最近はいろんな仕事が編集と呼ばれているので、どういった人、というのは難しいのですが、僕の知っている優秀な編集者というのは、編集者という「生き方」をしている人だと思っています。
僕も編集者志望でサイゾーに入社したんですが、入ったばかりの頃、当時の編集長に「これからは編集者として生きなさい」ということを言われたんです。たとえば、電車の中吊りがありますよね。その見出しを見て、そのまま受け止めるのではなく、ニュースの裏側でどんなことがあったのか。もっと掘り下げたら一般人は何を知りたいのか。なにを追加取材すればいいか、どうやるか。とにかく「編集者の目で物事を見なきゃだめだ」と言われました。
政治、ジャニーズ…なんでもいいんですけど、特定の分野について誰にも負けないくらい知っていることは当たり前。加えて、旬の情報が手に入るネットワークやコミュニティ、記者やライターとつながりを持っている。それくらい対象物に強い興味やこだわりを持っている人じゃないと、優れた編集者にはなれないと思っています。そういったものがないと、そもそも独自の企画って生まれないんじゃないでしょうか。
― 川原崎さんご自身、日刊サイゾーや、その他多くのメディアを立ち上げた実績がありますし、ログミーもWEBのメディアなので、「WEBの編集者」という見られ方もするのではないでしょうか。
誤解されることは多いですね。
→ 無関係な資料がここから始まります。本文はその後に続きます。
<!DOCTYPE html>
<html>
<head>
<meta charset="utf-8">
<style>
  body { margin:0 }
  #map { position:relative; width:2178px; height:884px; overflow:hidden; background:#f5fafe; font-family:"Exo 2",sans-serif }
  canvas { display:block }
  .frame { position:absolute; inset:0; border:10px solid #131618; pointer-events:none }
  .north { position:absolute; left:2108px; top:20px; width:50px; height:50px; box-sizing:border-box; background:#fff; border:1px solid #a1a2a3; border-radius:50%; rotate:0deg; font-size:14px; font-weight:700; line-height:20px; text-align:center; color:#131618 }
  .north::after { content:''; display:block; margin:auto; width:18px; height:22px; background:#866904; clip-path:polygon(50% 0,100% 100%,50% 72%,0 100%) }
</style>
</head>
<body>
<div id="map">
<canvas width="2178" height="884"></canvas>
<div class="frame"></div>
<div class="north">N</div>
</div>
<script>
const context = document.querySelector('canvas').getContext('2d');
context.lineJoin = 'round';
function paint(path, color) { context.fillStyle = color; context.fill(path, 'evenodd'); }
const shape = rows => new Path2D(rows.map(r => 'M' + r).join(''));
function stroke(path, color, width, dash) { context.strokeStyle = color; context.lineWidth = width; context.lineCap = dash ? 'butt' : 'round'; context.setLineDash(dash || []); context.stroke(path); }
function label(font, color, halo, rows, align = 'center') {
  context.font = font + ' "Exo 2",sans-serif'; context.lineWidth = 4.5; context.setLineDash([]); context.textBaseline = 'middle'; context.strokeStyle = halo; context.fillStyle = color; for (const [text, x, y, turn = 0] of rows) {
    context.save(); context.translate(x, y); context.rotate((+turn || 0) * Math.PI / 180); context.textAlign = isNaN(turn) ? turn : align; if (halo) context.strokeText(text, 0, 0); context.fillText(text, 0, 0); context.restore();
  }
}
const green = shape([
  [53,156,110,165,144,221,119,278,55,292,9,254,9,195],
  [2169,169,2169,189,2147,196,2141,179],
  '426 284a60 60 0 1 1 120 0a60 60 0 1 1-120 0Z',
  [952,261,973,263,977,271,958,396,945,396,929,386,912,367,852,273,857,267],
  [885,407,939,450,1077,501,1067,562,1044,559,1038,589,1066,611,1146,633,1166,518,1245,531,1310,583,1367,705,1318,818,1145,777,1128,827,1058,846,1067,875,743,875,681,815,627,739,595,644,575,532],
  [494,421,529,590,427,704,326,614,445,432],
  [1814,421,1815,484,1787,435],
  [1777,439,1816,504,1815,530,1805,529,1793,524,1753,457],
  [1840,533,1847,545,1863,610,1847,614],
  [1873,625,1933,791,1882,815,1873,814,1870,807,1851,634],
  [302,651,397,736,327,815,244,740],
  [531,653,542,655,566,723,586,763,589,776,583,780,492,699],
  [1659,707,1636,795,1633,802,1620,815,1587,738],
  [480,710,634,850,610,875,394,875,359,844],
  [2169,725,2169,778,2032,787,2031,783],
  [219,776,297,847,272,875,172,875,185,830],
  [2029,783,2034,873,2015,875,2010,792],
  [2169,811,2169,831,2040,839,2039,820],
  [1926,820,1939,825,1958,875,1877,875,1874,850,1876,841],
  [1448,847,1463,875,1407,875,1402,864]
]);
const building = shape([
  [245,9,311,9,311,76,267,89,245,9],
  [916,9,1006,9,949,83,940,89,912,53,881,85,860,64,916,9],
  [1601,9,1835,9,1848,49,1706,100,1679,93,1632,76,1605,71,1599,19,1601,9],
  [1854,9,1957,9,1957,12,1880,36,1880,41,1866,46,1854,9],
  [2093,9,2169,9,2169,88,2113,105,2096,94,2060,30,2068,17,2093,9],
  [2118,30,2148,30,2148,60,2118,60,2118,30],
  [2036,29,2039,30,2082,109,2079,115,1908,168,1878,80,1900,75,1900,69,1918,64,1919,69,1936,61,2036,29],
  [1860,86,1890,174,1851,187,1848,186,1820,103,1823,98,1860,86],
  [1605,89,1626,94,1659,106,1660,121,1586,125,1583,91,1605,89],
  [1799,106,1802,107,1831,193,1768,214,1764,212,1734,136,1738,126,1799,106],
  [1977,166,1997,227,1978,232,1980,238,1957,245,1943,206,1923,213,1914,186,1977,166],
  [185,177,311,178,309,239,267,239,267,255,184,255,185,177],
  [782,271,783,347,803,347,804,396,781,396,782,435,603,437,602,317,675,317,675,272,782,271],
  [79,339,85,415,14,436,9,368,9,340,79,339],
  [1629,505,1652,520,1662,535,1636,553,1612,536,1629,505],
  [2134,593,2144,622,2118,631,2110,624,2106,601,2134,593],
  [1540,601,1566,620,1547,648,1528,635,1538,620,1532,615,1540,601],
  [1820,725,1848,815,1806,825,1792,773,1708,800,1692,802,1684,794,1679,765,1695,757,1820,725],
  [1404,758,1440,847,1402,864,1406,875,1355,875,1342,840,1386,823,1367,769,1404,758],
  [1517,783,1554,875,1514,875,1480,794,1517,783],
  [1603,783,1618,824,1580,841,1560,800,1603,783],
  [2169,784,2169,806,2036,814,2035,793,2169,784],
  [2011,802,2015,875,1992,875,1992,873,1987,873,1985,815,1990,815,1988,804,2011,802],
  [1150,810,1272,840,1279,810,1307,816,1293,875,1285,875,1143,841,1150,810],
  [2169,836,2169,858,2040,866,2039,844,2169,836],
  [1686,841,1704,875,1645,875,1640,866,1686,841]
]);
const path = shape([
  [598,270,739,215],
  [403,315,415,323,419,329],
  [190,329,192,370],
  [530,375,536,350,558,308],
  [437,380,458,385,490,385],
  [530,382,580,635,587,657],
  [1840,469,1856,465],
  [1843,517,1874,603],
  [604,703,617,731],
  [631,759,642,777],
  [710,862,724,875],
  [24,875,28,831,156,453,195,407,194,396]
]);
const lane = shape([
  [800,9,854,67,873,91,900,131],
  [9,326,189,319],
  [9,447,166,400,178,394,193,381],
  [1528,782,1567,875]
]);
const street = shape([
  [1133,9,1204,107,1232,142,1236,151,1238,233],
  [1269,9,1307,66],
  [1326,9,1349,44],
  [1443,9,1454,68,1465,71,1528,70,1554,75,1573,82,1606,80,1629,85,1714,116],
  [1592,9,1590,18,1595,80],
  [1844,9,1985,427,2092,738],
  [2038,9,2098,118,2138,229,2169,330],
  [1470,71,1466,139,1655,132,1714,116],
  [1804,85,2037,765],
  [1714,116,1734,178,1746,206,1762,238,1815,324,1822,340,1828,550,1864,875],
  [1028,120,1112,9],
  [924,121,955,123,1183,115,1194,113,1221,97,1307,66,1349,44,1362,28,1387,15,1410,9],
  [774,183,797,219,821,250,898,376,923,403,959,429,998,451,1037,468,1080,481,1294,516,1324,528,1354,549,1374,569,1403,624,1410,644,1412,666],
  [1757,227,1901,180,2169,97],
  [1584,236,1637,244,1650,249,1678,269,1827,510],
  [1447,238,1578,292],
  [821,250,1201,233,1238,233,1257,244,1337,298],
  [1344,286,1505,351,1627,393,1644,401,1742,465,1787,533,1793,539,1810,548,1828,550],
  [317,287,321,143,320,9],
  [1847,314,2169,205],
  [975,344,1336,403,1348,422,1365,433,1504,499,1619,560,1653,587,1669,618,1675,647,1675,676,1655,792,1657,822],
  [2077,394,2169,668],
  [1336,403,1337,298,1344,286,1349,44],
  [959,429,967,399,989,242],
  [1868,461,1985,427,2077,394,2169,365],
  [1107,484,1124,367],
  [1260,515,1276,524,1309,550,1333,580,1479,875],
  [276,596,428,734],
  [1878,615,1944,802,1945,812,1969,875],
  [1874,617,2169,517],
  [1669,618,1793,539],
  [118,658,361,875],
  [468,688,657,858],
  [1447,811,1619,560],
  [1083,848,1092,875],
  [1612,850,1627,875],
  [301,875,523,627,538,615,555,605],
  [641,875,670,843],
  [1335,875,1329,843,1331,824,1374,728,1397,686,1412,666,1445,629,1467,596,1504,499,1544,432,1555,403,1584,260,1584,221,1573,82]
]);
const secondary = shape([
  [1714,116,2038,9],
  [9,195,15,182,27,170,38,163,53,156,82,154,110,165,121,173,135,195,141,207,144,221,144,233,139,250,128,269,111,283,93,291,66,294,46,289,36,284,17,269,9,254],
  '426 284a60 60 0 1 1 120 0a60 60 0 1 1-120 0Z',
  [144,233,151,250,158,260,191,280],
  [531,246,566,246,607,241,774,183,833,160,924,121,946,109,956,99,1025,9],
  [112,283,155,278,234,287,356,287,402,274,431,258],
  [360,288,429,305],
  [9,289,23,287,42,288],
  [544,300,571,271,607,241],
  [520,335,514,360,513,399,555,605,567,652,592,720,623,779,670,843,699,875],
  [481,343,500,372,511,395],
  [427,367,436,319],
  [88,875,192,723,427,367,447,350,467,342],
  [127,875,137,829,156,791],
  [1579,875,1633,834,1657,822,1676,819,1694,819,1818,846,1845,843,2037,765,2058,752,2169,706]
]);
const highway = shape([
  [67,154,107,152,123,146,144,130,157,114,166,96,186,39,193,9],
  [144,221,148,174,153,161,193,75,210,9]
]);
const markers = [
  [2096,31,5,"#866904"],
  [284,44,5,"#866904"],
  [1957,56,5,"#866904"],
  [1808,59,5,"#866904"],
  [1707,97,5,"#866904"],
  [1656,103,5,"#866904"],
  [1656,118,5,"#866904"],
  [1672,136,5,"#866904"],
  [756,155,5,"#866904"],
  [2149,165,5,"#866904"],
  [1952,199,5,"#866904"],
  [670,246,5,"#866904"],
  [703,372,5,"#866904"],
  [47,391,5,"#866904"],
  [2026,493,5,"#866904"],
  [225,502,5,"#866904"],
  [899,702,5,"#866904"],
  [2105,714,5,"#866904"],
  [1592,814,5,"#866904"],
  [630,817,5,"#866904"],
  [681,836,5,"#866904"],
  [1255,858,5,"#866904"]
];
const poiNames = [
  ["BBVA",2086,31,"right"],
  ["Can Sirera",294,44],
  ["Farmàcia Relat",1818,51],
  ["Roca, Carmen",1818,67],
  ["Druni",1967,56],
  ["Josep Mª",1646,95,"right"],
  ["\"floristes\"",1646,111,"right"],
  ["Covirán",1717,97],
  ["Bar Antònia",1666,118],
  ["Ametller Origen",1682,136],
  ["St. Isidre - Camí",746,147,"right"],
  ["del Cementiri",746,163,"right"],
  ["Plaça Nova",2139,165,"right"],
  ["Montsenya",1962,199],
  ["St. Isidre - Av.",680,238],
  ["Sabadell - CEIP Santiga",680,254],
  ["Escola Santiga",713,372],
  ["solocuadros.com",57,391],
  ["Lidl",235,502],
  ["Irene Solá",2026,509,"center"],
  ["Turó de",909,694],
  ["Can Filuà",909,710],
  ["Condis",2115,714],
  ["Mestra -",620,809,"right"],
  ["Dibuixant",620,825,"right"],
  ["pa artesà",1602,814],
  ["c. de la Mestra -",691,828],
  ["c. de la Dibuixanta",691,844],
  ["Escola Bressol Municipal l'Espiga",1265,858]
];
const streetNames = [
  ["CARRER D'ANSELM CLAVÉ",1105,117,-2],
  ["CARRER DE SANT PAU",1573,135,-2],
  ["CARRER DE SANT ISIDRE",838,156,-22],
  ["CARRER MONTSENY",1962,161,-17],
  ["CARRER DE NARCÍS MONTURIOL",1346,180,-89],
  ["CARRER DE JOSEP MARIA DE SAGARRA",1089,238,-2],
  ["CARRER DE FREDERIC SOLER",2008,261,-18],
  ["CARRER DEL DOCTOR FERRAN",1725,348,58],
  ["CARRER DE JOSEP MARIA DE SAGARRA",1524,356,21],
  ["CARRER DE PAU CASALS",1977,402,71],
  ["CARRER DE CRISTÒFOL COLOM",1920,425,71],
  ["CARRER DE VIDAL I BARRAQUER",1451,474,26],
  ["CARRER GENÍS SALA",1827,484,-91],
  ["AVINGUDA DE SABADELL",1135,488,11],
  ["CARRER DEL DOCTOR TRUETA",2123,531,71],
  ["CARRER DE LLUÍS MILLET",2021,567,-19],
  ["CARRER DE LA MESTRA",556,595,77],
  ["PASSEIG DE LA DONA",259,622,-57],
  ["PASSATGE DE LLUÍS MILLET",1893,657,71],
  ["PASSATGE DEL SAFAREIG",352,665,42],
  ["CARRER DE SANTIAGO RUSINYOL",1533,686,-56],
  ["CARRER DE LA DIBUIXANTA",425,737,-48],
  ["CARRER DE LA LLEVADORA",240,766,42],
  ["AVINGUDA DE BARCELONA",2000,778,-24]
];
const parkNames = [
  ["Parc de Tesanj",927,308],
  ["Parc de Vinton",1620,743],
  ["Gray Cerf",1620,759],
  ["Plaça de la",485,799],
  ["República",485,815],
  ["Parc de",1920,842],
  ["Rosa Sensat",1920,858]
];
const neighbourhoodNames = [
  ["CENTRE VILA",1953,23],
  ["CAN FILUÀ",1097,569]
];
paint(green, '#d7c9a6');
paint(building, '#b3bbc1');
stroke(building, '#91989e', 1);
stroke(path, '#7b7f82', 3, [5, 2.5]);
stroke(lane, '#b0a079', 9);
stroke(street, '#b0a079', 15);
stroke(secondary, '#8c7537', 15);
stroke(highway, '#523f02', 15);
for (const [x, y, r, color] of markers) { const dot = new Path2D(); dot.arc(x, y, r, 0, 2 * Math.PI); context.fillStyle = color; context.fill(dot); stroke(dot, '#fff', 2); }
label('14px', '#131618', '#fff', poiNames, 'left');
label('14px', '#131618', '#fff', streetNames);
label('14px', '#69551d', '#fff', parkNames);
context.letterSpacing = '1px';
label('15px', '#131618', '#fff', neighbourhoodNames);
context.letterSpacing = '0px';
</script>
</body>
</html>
でも、僕は編集には向いていませんでした。編集の才能がなかったんですよね。ネタの質も、対象物への熱量も、編集の人たちには勝てませんでした。どっちかといえば、僕はプロデュースやお金儲けのほうが得意だったので、当時サイゾーの社長とも話し合って、そっちのほうに一本化していったという感じです。
― 川原崎さんが思う「編集者」と、いまWEBの世界で言われている「編集者」は、けっこうギャップがあるようにも感じます。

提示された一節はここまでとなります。